Monday, July 22, 2013

Garlic Goodness!

Oh garlic, how I love thee.  

When I learned that people were growing garlic locally, I went on a mission to find it. I love garlic- how did I not know people were growing it locally? Where has all the garlic been hiding? Why on earth are grocery stores selling garlic from China? Eeeek!

I didn't have to go too far to find local garlic- I picked up a couple of heads at a market in the Annapolis Valley and almost squealed with excitement.  Local garlic "out-flavours" other garlic by about a thousand percent in my opinion! It's juicier, punchier, and way more interesting.  The first year, I had about 20 heads of garlic planted. This last year, I had 75 or so.  It's addictive and so easy to grow!  Here's how:

I buy garlic from Veseys (along with my veggie and herb seed) each fall.  I take each bulb and soak it overnight in a seaweed solution (we picked up our seaweed powder from a local farmer's feed store) to help protect it from fungus and get it ready for being planted.  I wait until the weather is cool and the ground still workable-- for me in Dartmouth, it's usually late October/early November-- before planting them.  I dig a small hole, about 1.5" deep, and drop each bulb in it, pointy side up.  I then cover it up and layer straw over the area to protect it over the winter months.

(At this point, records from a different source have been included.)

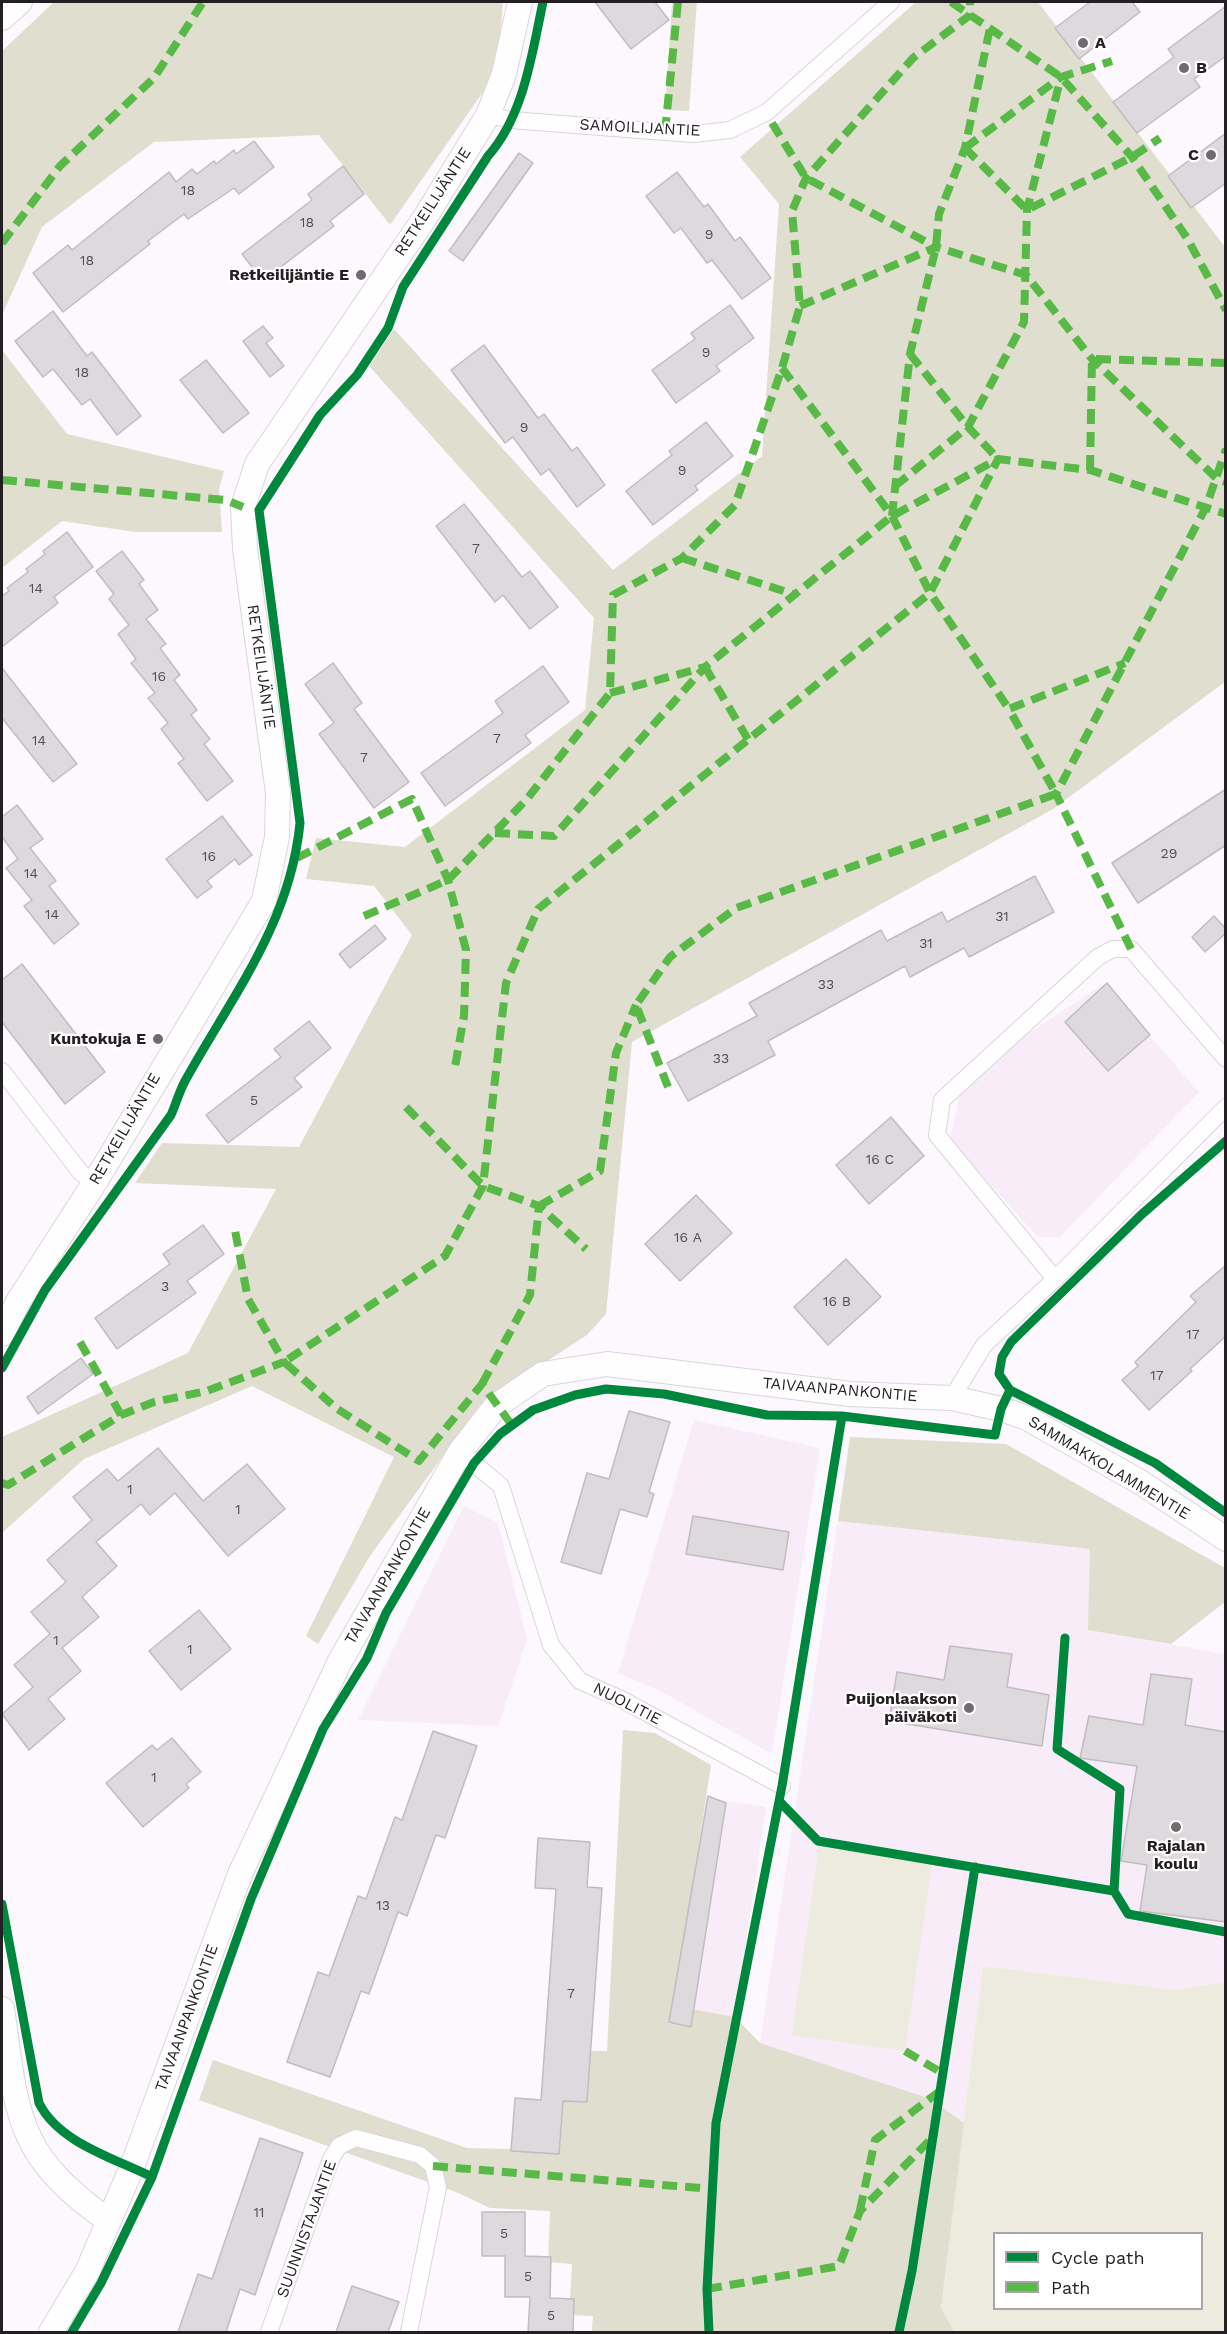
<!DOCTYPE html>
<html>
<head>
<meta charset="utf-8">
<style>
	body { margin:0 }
	#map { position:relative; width:1227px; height:2334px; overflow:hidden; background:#fdf8fd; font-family:"Work Sans",sans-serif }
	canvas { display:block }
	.frame { position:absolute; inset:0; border:3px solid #231f22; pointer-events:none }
	.legend { position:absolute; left:993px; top:2232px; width:210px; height:78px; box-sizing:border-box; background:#fff; border:2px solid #a7a5a7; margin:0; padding:8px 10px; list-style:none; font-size:18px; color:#231f22 }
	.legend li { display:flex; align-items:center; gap:12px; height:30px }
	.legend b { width:30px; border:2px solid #a7a5a7 }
</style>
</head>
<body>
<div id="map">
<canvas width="1227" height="2334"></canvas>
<div class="frame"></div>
<ul class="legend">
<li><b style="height:8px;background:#00873e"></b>Cycle path</li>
<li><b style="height:8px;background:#58b947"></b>Path</li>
</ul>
</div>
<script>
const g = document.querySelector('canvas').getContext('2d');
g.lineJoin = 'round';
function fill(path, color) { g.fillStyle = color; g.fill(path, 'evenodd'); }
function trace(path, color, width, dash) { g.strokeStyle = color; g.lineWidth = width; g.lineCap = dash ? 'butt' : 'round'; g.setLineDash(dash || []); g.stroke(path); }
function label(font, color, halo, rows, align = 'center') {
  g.font = font + ' "Work Sans",sans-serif'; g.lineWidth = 4.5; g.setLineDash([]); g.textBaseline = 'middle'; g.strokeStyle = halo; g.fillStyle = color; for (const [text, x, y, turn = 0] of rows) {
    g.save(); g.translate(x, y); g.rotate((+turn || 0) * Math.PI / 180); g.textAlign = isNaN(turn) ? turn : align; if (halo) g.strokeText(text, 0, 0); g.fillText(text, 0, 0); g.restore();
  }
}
fill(new Path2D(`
	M1104,984l95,108 -139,145h-22l-88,-97 14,-65z
	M694,1420l126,28 -48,306 -115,-65 -39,-16z
	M464,1506l34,17 29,116 -29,87 -140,-6z
	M838,1521l252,28 -1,81 136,24v328l-49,8 -193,-24 -19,157 -33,-24 -171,-56z
	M706,1798l60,9 -31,210 -61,-10z`), '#f7ecf7');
fill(new Path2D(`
	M819,1847l113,16 -27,188 -113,-16z
	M983,1966l193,24 49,-8v350h-516l232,-24zM994,2234h208v74h-208z`), '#ecebdd');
fill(new Path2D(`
	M54,2h449l-6,70 -107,153 -71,-90 -165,7 -112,85 -40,88v-264z
	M672,2h25l-8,109 -24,-1z
	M916,2h122l187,245v435l-172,127 -421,233 -26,272 -19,21 -107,70 -110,151 -52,88 -12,-8 88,-179 -142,-71 -168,73 -82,74v-96l186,-84 88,-164 -141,-6 27,-40 137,4 113,-212 -38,-49 -68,-7 10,-41 89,9 180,-137 9,-92 -225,-252 25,-37 219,241 149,-114 17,-252 -39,-47z
	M2,350l65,84 157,37 -5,18 3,43h-87l-73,-11 -60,47z
	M850,1437l156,7 219,124v34l-54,42 -83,-14 2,-81 -252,-28z
	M623,1730l32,3 56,32 -37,241 61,11 25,26 171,56 33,24 -23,185 13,24h-362l1,-16 -24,-1 3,-51 -24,-2 2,-51 -60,-3 -34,-16 -257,-92 14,-40 254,88 86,2 3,-50 27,-49h24z`), '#e0decf');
const building = new Path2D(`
	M595,2h60l14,18 -38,29z
	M1090,2h42l8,10 -61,47 -24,-31z
	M1226,6v50l-32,23 6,8 -63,46 -24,-31 61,-45 -6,-8z
	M1226,133v50l-35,25 -23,-32z
	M254,141l20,26 -35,27 -5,-6 -46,31 -4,-5 -36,27 2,3 -87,68 -30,-39 35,-28 4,5 97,-78 7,10 16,-13 5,5 17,-13 2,3 18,-14 2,4z
	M519,153l14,10 -70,98 -14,-10z
	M343,166l21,28 -34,27 4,5 -71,55 -21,-27 70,-54 -4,-6z
	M677,172l27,35 4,-3 27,37 5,-4 31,41 -29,21 -30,-39 -5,3 -26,-35 -7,5 -28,-37z
	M730,305l24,33 -38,28 4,5 -44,32 -24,-33 43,-31 -4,-6z
	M53,311l34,45 5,-4 49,64 -24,19 -27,-36 -8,6 -29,-36 -10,8 -28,-36z
	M263,326l10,12 -7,5 18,23 -14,11 -27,-36z
	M484,345l54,73 6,-4 28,37 5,-4 28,38 -28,22 -28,-38 -8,6 -28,-38 -8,6 -54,-73z
	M206,360l43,53 -26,20 -43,-53z
	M706,422l27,34 -38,30 3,4 -45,35 -27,-34 46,-36 -3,-4z
	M464,504l58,73 8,-6 28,36 -28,22 -27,-34 -8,7 -59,-76z
	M67,532l26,35 -39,30 4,6 -56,44v-51l7,-5 -2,-3 21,-16 -2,-3 19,-15 -2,-3z
	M122,551l22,29 -5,4 19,26 -12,9 20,25 -6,4 20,27 -6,5 23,30 -6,5 19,24 -6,5 29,37 -26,20 -29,-38 6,-4 -23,-30 7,-6 -20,-25 7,-5 -24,-30 5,-4 -18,-25 11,-9 -20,-26 5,-5 -18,-23z
	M333,663l29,40 -8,6 55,73 -35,26 -55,-74 15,-11 -29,-39z
	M543,666l26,36 -44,33 6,8 -86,63 -24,-33 82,-60 -8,-12z
	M2,668l75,96 -24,18 -51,-64z
	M1226,789v56l-88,58 -26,-40z
	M17,805l26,34 -13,9 26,33 -7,5 30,38 -25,20 -30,-38 8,-6 -26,-32 12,-9 -16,-22v-20z
	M222,816l30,39 -13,10 -4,-6 -28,22 5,6 -15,11 -31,-39z
	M1035,876l19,36 -85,45 -5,-9 -54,29 -5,-11 -137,75 7,14 -87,46 -21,-38 90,-47 -8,-13 132,-73 6,11 55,-29 5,10z
	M1214,916l12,13v4l-21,19 -13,-15z
	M375,925l11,14 -36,29 -11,-14z
	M22,964l83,108 -40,32 -63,-82v-42z
	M1107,983l43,52 -42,36 -43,-49z
	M309,1021l22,27 -37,30 8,9 -74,56 -22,-28 75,-58 -7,-8z
	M891,1117l33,39 -55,48 -33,-39z
	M696,1195l36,38 -52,48 -35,-37z
	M203,1225l21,29 -37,27 9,12 -79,56 -22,-31 75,-54 -7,-10z
	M846,1259l35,38 -53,48 -34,-38z
	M1226,1265v71l-36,33 2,2 -43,39 -27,-30 16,-14 -3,-4 61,-60 -6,-6z
	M81,1358l12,16 -55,40 -11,-17z
	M629,1411l41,11 -21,70 5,2 -7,23 -27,-8 -19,65 -40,-12 26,-89 22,6z
	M158,1448l45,53 44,-37 38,45 -57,47 -53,-63 -25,22 -9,-11 -45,38 21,24 -35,31 17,20 -37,31 19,23 -33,28 17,20 -36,31 -27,-36 31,-27 -19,-22 36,-31 -19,-22 35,-30 -19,-22 45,-40 -19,-23 34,-28 11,12z
	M693,1516l96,16 -6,38 -97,-16z
	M199,1610l32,39 -50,41 -32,-39z
	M950,1646l62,8 -5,33 42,8 -7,51 -153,-25 8,-49 47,8z
	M1151,1674l41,5 -7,46 41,7v190l-86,-11 7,-46 -26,-4 16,-95 -57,-8 9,-42 54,9z
	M433,1731l44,15 -32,92 -9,-3 -29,81 -9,-4 -29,82 -8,-3 -31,86 -43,-15 31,-90 11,4 29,-80 8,3 29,-82 7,3z
	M172,1738l29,34 -15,12 3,4 -46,39 -37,-44 46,-38 5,5z
	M708,1796l18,7 -35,224 -22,-5z
	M538,1838l52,4 -3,45 15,1 -15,214 -24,-1 -4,53 -48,-3 4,-53 26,2 15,-211 -21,-1z
	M260,2138l43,15 -48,142 -15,-6 -14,43h-48l20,-58 14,5z
	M482,2212h43v44l26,1 -1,41 24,1 -1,33h-45l2,-35h-25v-41h-23z
	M352,2286l47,16 -11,30h-52z`);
fill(building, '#ddd9dd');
trace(building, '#c0bcc0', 1.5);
const street = new Path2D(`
	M488,115l23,5 154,12 29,2 36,-4 37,-18 124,-110
	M2,1071l79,102 14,9
	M1055,1279l-118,-144 5,-35 156,-143 15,-8h18l95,110
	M952,1398l32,-53 71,-66 171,-172
	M460,1452l41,34 50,159 29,36 41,18 161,87
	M269,2332l62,-173 8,-13 17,-8 64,17 13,11 5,21 -29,145`);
const secondary = new Path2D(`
	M2,18l18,-16
	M2,1334l17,-34 76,-118 169,-281 13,-64 1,-44 -33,-244 -2,-42 14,-43 169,-248 62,-101 16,-41 16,-72
	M2,2009c7,42 9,91 28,130 16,34 49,61 79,82
	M51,2332l36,-60 45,-105 108,-293 100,-213 120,-209 36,-46 47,-32 64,-10 243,30 102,4 49,11 26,9 113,64 86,57`);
trace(street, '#d9d5d9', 18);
trace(secondary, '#d9d5d9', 26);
trace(street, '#fffeff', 16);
trace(secondary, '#fffeff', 24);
trace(new Path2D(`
	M951,2l110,75 71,80 55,81 39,72
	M772,123l34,55 130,69
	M665,132l13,-130
	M965,148l62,62 105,-53 28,-19
	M965,148l96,-71
	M2,243l58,-77 94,-88 49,-76
	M800,306l136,-59 90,28 66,84 124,119 10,4
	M910,354l58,73 30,32
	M782,368l110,148 38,77 79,116
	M1090,470l2,-111 134,4
	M2,480l224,20 17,7
	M895,486l73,-59 56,-105 3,-112 34,-133 51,-16
	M892,516l18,-162 26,-107 3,-33 26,-66 25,-120
	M682,558l114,37
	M705,667l44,74
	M610,693l95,-26
	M495,833l59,3 151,-169 187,-151 106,-57 92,11 136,44
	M297,858l115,-59 36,81 18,70 -2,66 -9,51
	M364,916l84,-36 79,-81 83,-106 3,-98 69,-37 53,-53 47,-137 18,-62 -8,-95 14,-33 107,-120 57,-43v-13
	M1131,949l-75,-155 150,-287 20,-58
	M668,1087l-32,-82 34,-48 66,-49 320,-114 -47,-85 116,-46
	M406,1107l77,79 56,20 47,43
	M539,1206l61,-35 16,-118 20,-48
	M80,1342l41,73
	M482,1384l48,-89 9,-89
	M511,1424l-29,-40 -63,77 -83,-53 -52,-46 161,-106 38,-70 23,-203 32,-74 392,-316 68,-134
	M2,1483l6,2 113,-70 33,-13 53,-11 77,-29 -36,-63 -14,-74
	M905,2051l37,22
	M433,2166l279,23
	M860,2210l15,-70 65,-49
	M707,2289l132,-23 21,-55 71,-72`), '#58b947', 8, [15, 8]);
trace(new Path2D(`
	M1226,1141l-85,74 -130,127 -9,15 -3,17 11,16 145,73 71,50
	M2,1368l43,-78 126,-175c5,-11 8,-23 14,-34 47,-85 105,-157 115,-258l-41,-313 61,-95 37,-40 31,-47 15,-41 85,-131c36,-41 44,-102 55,-154
	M1065,1638l-8,111 63,40 -6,102 14,23 98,18
	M779,1801l39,40 296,50
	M2,1904l37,199c20,40 75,55 113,74
	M72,2332l29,-49 51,-106 99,-278 72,-170 44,-71 19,-45 88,-150 26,-29 33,-24 42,-15 31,-6 58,5 103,21 75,1 153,19 6,-26 9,-19
	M709,2332l-2,-43 9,-166 66,-337 60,-370
	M899,2332l13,-61 63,-404`), '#00873e', 9);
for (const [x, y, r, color] of [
	[1083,43,6,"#6f6b6f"],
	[1184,68,6,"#6f6b6f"],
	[1211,155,6,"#6f6b6f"],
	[361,275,6,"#6f6b6f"],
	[158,1039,6,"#6f6b6f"],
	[969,1708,6,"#6f6b6f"],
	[1176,1827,6,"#6f6b6f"]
]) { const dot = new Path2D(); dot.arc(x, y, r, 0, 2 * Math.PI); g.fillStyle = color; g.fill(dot); trace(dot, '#fff', 2); }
label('14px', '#524e51', null, [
	["18",188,191],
	["18",307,223],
	["9",709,235],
	["18",87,261],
	["9",706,353],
	["18",82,373],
	["9",524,428],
	["9",682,471],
	["7",476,549],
	["14",36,589],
	["16",159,677],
	["7",497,739],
	["14",39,741],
	["7",364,758],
	["29",1169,854],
	["16",209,857],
	["14",31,874],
	["14",52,915],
	["31",1002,917],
	["31",926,944],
	["33",826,985],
	["33",721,1059],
	["5",254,1101],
	["16 C",880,1160],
	["16 A",688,1238],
	["3",165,1287],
	["16 B",837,1302],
	["17",1193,1335],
	["17",1157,1376],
	["1",130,1490],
	["1",238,1510],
	["1",56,1641],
	["1",190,1650],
	["1",154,1778],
	["13",383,1906],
	["7",571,1994],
	["11",259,2213],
	["5",504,2234],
	["5",528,2277],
	["5",551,2316]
]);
label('bold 16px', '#231f22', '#fff', [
	["A",1095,43,"left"],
	["B",1196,68,"left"],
	["C",1199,155],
	["Retkeilijäntie E",349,275],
	["Kuntokuja E",146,1039],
	["Puijonlaakson",957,1699],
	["päiväkoti",957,1717],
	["Rajalan",1176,1846,"center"],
	["koulu",1176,1864,"center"]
], 'right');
label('16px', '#231f22', '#fff', [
	["SAMOILIJANTIE",640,128,3],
	["RETKEILIJÄNTIE",433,202,-57],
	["RETKEILIJÄNTIE",261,667,82],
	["RETKEILIJÄNTIE",125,1129,-60],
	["TAIVAANPANKONTIE",840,1390,5],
	["SAMMAKKOLAMMENTIE",1109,1468,31],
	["TAIVAANPANKONTIE",388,1576,-60],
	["NUOLITIE",627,1704,27],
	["TAIVAANPANKONTIE",187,2018,-70],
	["SUUNNISTAJANTIE",307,2229,-70]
]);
</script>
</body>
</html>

Then, after a lot of patience, the magic happens.  Starting in early April, I usually see little plants emerge.  I get super excited because it can only mean one thing: spring is not that far away!

Then, in June/early July, I start to see one of the best features of growing garlic- garlic scapes! They're curly wonders and full of crunch. Patience is required again- let them get long enough so they form a loop then cut them off.  Cutting off the scapes redirects the energy the plant was putting into growing the scapes to filling out the garlic cloves.  Garlic scapes are perfect in fresh salsas, mixed into a pesto, or put into stir fry.

In early August, the leaves of the garlic plant start to turn brown. I then know I'm getting really close to having garlic ready to be taken out of the garden.  The only real way to know if they're ready is to take one out and check its size.

Gently, I loosen the soil around them, being careful to not tear the skin from the garlic head.  I then gently take them out of the ground with my hands.  In order to store garlic properly, I let them dry for a couple of weeks before attempting to use them.  (Again, it's a test of patience!) They need a cool, dry place to cure.  Leaving them out in the sun or putting them in a warm spot means they won't dry out.  Each clove is surrounded inside the head of garlic by a "sleeve" that needs to harden up and dry.

If you haven't tried local garlic, you really are missing out.  And if you are loving local garlic and wondering how to grow it, take the plunge- you won't regret it!